### Exercise goal
Search the entries for the word "boxes". Copy every line that holds it.

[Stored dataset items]
━━━━━━━━━━━━━━━━

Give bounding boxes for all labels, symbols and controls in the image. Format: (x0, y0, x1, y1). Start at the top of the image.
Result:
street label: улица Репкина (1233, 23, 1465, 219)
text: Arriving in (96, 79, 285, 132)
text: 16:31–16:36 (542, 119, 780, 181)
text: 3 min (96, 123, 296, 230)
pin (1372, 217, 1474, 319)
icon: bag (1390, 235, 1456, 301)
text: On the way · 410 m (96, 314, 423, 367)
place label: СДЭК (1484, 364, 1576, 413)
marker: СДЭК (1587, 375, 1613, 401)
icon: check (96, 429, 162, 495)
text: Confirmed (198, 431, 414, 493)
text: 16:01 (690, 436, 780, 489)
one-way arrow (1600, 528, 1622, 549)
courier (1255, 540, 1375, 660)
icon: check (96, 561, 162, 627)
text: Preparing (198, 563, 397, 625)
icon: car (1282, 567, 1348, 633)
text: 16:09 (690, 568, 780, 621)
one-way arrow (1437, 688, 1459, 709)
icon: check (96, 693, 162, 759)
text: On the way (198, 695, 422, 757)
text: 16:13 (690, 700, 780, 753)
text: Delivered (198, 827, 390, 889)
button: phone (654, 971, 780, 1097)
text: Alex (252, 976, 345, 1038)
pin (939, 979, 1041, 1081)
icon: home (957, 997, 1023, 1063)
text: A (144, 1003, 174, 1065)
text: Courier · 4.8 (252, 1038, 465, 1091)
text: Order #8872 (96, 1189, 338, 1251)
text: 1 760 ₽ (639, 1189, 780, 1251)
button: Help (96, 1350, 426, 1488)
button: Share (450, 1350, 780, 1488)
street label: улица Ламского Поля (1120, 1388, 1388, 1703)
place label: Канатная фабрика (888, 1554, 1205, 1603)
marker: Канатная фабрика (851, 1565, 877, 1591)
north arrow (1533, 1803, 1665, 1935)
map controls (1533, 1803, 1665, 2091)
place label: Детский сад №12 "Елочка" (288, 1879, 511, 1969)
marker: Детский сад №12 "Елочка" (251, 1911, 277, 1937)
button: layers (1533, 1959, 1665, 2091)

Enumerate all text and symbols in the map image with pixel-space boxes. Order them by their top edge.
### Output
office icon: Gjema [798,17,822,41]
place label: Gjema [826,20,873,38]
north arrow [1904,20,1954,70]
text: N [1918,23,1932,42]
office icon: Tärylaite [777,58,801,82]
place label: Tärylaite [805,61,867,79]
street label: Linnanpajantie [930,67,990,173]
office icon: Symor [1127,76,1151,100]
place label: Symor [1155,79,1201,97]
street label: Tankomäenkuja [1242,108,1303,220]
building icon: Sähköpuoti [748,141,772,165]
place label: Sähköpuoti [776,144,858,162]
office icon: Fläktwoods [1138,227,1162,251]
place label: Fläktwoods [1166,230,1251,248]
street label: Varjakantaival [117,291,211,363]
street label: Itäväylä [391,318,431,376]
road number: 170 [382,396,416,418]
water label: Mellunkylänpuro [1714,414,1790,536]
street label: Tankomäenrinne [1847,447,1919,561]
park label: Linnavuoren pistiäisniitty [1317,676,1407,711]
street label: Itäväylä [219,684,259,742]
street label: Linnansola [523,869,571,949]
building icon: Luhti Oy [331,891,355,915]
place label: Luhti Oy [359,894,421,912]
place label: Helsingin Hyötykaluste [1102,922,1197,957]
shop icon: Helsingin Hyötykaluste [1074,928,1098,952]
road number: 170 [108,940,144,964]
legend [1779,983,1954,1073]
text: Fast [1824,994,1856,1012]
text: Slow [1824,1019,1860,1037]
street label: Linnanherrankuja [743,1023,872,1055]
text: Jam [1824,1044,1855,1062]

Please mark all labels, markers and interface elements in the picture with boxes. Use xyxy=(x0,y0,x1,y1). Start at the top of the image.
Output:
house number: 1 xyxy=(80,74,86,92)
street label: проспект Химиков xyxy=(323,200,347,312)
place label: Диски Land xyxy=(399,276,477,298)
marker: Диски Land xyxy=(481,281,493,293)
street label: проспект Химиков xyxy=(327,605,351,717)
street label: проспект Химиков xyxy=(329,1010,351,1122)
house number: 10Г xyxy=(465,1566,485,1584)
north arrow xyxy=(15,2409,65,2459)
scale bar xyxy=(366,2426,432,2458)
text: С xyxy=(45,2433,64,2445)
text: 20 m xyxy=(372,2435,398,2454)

━━━━━━━━━━━━━━━━

### Response
Give bounding boxes for all labels, symbols and controls in the image. Format: (x0, y0, x1, y1). Start at the top of the image.
Enumerate all text and symbols in the map image with pixel-space boxes. Order them by their top edge.
Please mark all labels, markers and interface elements in the picture with boxes. Use xyxy=(x0,y0,x1,y1). Start at the top of the image.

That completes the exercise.